Marta brusoni, capogruppo in consiglio comunale di Vince Genova e candidata alle regionali per Liguria Popolare, rivendica i termini chiave della sua azione politica (“ponte”, “cerniera”, “trait d’union”) e risponde alle critiche arrivate dalla rete. “E’ sempre stato il mio modo di agire: fare da intermediaria tra cittadini e istituzioni. Perché dovrei cambiare motto?”

“La mia azione politica - dice Marta Busoni - è sempre ruotata attorno a due concetti fondamentali: prendermi a cuore il problema e, attraverso la strada del dialogo, attivare un canale diretto tra cittadini ed istituzioni. E’ una qualità che mi è sempre stata riconosciuta da alleati e avversari politici, da consiglieri e rappresentanti di partito, permettendomi di entrare in consiglio comunale come capogruppo della lista civica del sindaco di Genova, Marco Bucci. Questo modo di fare politica è stato definito “cerniera”, trait d’union”, “ponte”, termine quest’ultimo definito improprio da una parte della rete, capace di scatenare attacchi strumentali senza chiedersi cosa in realtà significasse (e rappresentasse) quel messaggio”.

“lo sapevo, mi avevano avvertito, ma queste tre parole mi rappresentano e non ci rinuncio - puntualizza la capogruppo di Vince Genova -. Non sono una persona che si adatta al “pensiero unico del momento” solo per accodarmi alla scia e raccogliere qualche voto in più. La politica deve ascoltare, decidere e agire e nell’agire ci vuole il coraggio di affrontare le conseguenze. Tu fai da cerniera, fai da trait d’union, fai da ponte è quello che mi hanno detto in questi anni e questi modi di dire mi rendono orgogliosa del mio modo di fare politica. Credo che fare da punto di riferimento, per tutte le persone che necessitino di raffrontarsi con la pubblica amministrazione per risolvere un problema, sia il miglior modo di interpretare il ruolo politico. Ringrazio invece tutti quelli che, conoscendo il mio impegno, mi hanno spronato a non cambiare mai il mio modo di essere e di agire.
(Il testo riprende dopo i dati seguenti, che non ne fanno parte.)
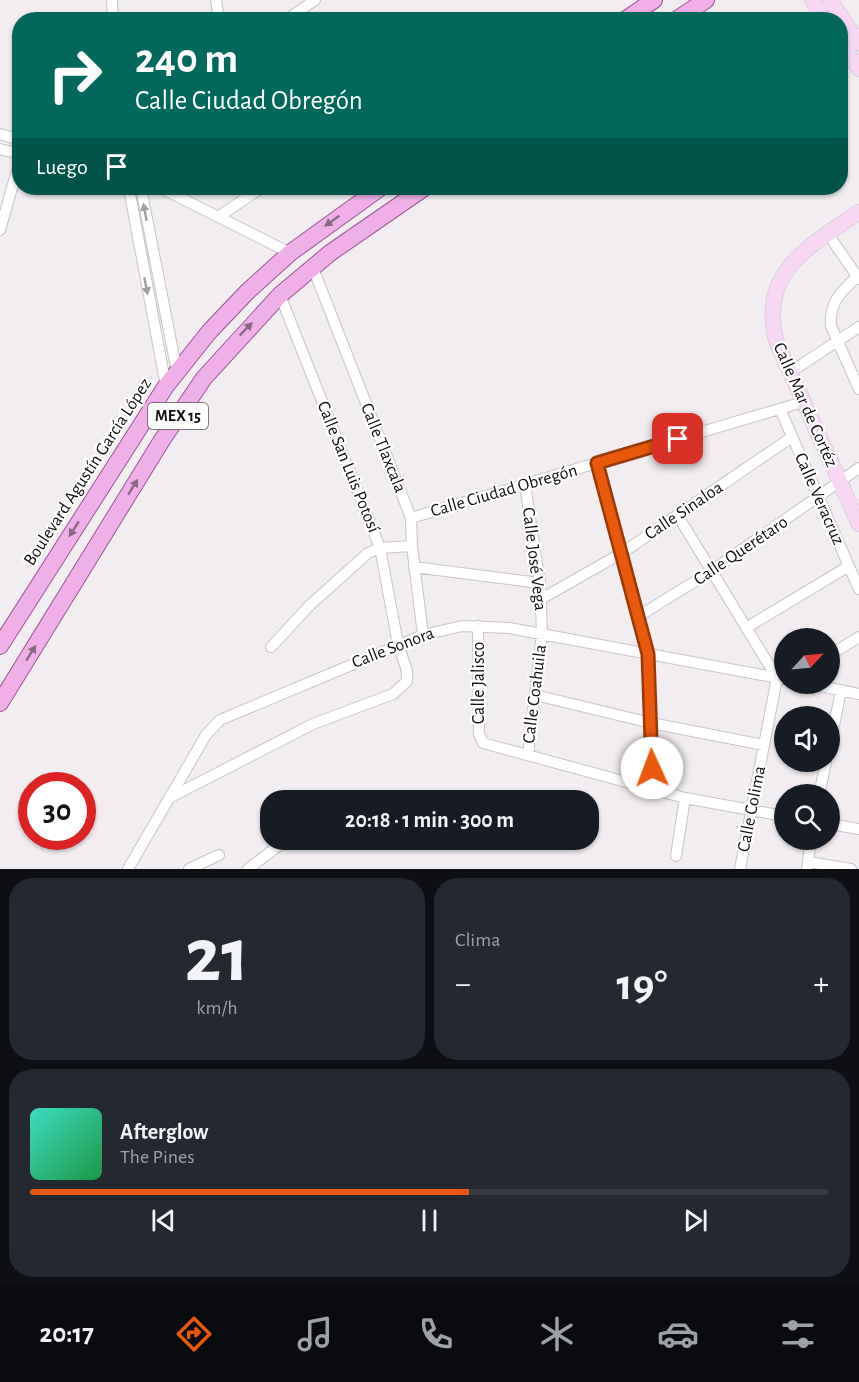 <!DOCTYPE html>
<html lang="es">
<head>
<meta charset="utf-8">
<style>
  body { margin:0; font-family:"Alegreya Sans",sans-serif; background:#242831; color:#f1f3f6; height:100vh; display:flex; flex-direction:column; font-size:22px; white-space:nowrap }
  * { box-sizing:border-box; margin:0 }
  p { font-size:20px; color:#9ea1a6 }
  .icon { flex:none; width:33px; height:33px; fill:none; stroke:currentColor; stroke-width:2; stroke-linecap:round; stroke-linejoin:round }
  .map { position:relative; height:869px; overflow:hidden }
  .side { display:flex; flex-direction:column; gap:9px; padding:9px; background:#0d0f14; flex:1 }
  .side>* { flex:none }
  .guide { position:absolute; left:12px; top:12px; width:836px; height:183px; border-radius:24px; box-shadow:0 2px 4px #0004; background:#00695c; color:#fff; overflow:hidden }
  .needle { width:39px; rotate:64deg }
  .tools { position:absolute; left:774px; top:628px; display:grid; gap:12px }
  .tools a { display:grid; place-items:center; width:66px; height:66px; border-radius:50%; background:#171b24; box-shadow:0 2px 4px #0004; font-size:30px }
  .speed { position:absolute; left:18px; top:772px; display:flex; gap:12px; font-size:30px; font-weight:700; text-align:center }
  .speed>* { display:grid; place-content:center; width:78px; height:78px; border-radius:50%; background:#171b24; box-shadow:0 2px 4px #0004; line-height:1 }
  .speed .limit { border:9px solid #d22; background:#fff; color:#111 }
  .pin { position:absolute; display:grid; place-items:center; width:51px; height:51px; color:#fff; margin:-26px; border-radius:12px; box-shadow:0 3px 9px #0006 }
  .me { position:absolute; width:66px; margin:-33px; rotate:358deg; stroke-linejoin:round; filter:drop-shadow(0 0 4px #0008) }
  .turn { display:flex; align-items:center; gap:21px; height:126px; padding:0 24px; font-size:27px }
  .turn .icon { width:78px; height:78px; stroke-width:2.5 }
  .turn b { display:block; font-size:42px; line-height:51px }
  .then { display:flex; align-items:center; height:57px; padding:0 24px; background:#0003; gap:12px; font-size:22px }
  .big { font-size:45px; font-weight:700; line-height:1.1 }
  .side .tile { flex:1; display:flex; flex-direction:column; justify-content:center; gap:9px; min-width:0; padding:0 21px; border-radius:24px; background:#242831 }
  .side .dial { align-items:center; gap:0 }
  .dial b { font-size:78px; line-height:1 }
  .song { display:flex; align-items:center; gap:18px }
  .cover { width:72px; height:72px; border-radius:9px; background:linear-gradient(135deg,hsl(170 70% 55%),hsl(140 70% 35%)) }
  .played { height:6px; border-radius:3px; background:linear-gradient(90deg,#ea580c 55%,#363941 55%) }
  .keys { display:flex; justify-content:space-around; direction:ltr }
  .heat { display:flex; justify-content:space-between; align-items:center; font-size:33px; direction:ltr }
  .side .tiles { flex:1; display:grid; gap:9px; grid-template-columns:1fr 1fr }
  .tile:last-child { grid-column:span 2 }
  .trip { position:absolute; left:260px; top:790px; width:339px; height:60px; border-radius:24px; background:#171b24; box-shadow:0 2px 4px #0004; font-weight:700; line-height:60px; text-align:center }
  .tab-bar { display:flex; height:96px; justify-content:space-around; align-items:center; background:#090b0e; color:#9ea1a6 }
  .tab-bar .icon { width:42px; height:42px }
  .tab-bar .on { color:#ea580c }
  .tab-bar b { font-size:27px; color:#f1f3f6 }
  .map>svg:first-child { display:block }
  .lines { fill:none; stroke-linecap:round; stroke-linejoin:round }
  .street-casing { stroke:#c8c4c7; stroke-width:12 }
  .secondary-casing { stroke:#c8c4c7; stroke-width:16 }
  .primary-casing { stroke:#9b5492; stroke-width:18 }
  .street { stroke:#fff; stroke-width:10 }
  .secondary { stroke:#f8d7f4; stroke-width:15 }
  .primary { stroke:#f0afe8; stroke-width:16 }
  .oneway { fill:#9f9f9f }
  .oneway2 { fill:#8b6786 }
  .route-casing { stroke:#983908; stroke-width:15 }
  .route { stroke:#ea580c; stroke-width:10 }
  .labels { text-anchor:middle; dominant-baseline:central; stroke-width:4.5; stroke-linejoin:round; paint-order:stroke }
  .shield { fill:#fff; stroke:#575657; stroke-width:1.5 }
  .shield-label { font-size:16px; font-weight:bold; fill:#0f0e0f }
  .street-label { font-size:18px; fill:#0f0e0f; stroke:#fff }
</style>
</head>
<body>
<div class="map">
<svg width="859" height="869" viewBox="0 0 859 869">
  <rect width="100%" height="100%" fill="#f1edf0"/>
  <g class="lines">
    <defs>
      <path id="street" d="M112 0 113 20
        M216 0 219 20
        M286 20 315 0
        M0 134 20 140
        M0 149 20 154
        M132 188 130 194 166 386
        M138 188 142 193 177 372
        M161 188 290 253
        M218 217 261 188
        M0 230 20 160
        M828 234 859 279
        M313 268 411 518 412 546 423 635
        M857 277C841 291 829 303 831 326L859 389
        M789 373 859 327
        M780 409 859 589
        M597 463 648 653 653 790
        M525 485 540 583 542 633 528 755
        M678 516 777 678 740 869
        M411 518 803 402
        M414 567 540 583
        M541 599 622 553 792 437
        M639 616 710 572 859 468
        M478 626 479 734 483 743 685 798 784 816
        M746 628 849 566
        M271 647 310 605 368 553 380 548 412 546
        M830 655 859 637
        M811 684 859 694
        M535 695 651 723 764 745
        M830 746 841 690
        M819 795 826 762
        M169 798 313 724 393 694 407 681V671L398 644 380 548 280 295
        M830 824 859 829
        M676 856 685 798
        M808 862 851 869
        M128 869 206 735 220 720 423 635 462 626 509 628 784 679
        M189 869 219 855
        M248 869 286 840
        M807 869 811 840"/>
      <path id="secondary" d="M812 0 825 20
        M830 0 859 43
        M840 41 859 69
        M859 212C809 247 757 272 777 343L859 524"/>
      <path id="primary" d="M625 20 654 0
        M676 20 706 0
        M0 646 166 386 209 332 247 292 290 253 380 188
        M0 703 162 440 204 378 280 295 330 253 424 188"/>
    </defs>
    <use href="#street" class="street-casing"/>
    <use href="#secondary" class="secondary-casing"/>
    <use href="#primary" class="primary-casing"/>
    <use href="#street" class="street"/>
    <use href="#secondary" class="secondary"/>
    <use href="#primary" class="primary"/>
  </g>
  <defs><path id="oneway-solid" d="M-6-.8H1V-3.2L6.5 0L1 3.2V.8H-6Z" transform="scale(1.5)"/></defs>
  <g class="oneway">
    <use href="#oneway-solid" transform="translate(145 212) rotate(-100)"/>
    <use href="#oneway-solid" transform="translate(146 286) rotate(79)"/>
  </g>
  <g class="oneway2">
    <use href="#oneway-solid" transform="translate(332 221) rotate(145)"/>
    <use href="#oneway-solid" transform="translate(246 329) rotate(-45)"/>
    <use href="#oneway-solid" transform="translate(133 487) rotate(-58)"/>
    <use href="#oneway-solid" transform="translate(74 529) rotate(123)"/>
    <use href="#oneway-solid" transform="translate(31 653) rotate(-58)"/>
  </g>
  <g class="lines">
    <defs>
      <path id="route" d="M652 768 648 654 597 463 678 439"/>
    </defs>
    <use href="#route" class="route-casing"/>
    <use href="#route" class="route"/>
  </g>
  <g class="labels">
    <rect class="shield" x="148" y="403" width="60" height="26" rx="4.5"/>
    <g class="shield-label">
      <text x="178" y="416">MEX 15</text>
    </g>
    <g class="street-label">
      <text transform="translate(805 405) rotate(66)">Calle Mar de Cortéz</text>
      <text transform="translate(383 448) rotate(68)">Calle Tlaxcala</text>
      <text transform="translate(348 467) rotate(68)">Calle San Luis Potosí</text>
      <text transform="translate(88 472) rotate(-57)">Boulevard Agustín García López</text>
      <text transform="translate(504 491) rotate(-16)">Calle Ciudad Obregón</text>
      <text transform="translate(819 499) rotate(66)">Calle Veracruz</text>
      <text transform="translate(684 511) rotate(-34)">Calle Sinaloa</text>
      <text transform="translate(741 551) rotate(-34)">Calle Querétaro</text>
      <text transform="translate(534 559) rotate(83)">Calle José Vega</text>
      <text transform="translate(393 648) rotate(-21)">Calle Sonora</text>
      <text transform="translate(479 683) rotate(-90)">Calle Jalisco</text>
      <text transform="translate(535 694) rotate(-83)">Calle Coahuila</text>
      <text transform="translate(752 809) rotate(-79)">Calle Colima</text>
    </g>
  </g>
</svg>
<div class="tools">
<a><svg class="needle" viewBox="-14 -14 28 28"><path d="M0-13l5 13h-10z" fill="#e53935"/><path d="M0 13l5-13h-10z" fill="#9ea1a6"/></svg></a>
<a><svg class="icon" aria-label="sound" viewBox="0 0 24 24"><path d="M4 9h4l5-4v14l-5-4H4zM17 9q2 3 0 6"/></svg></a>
<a><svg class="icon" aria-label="search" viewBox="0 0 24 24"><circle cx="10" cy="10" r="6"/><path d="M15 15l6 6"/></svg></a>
</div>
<div class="speed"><div class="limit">30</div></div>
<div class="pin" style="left:678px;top:439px;background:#d93025"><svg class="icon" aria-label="arrive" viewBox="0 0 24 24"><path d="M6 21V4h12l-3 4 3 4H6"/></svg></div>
<svg class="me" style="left:652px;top:768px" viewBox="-20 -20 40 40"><circle r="19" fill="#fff"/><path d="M0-13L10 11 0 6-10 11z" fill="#ea580c"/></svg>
<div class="trip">20:18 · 1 min · 300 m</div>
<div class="guide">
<div class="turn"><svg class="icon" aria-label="right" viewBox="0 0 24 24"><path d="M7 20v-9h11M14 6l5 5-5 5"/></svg><div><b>240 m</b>Calle Ciudad Obregón</div></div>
<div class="then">Luego<svg class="icon" aria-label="arrive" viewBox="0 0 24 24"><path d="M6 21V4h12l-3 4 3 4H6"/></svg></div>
</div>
</div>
<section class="side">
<div class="tiles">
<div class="tile dial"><b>21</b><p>km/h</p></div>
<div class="tile"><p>Clima</p>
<div class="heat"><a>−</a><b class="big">19°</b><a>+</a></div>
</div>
<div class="tile">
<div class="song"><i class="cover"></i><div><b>Afterglow</b><p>The Pines</p></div></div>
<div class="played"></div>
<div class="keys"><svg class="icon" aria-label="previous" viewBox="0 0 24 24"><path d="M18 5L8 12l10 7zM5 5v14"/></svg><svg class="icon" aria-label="pause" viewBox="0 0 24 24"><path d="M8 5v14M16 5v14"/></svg><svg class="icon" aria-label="next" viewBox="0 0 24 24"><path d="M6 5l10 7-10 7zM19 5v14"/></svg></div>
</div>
</div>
</section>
<nav class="tab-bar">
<b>20:17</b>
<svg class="icon on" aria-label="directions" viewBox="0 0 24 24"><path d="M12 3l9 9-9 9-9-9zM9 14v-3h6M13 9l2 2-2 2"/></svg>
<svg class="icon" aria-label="music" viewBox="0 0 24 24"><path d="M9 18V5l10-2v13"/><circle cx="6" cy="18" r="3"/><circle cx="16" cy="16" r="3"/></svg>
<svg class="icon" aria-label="phone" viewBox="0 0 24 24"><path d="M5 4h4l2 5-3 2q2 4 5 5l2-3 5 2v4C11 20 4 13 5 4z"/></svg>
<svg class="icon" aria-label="climate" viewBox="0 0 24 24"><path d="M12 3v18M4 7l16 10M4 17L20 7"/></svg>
<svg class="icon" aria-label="car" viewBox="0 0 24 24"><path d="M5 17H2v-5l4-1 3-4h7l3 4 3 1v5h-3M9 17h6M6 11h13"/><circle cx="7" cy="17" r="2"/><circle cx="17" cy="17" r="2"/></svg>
<svg class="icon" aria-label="filters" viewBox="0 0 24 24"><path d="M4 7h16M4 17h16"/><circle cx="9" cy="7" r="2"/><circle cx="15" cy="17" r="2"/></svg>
</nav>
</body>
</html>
Da mamma e da donna non ho risposto agli insulti, anche sessisti, e non avrei voluto rispondere”.

“Il mio fare da ponte per le persone non c’entra proprio nulla con la tragedia che abbiamo vissuto - è la chiosa della capogruppo di Vince Genova -. Questa è pura strumentalizzazione, solo per attaccare tutto e tutti. Io ho elaborato a modo mio il 14 agosto 2018, e sono rispettosa di tutti, ma non abolisco la parola ponte perché vengo insultata”.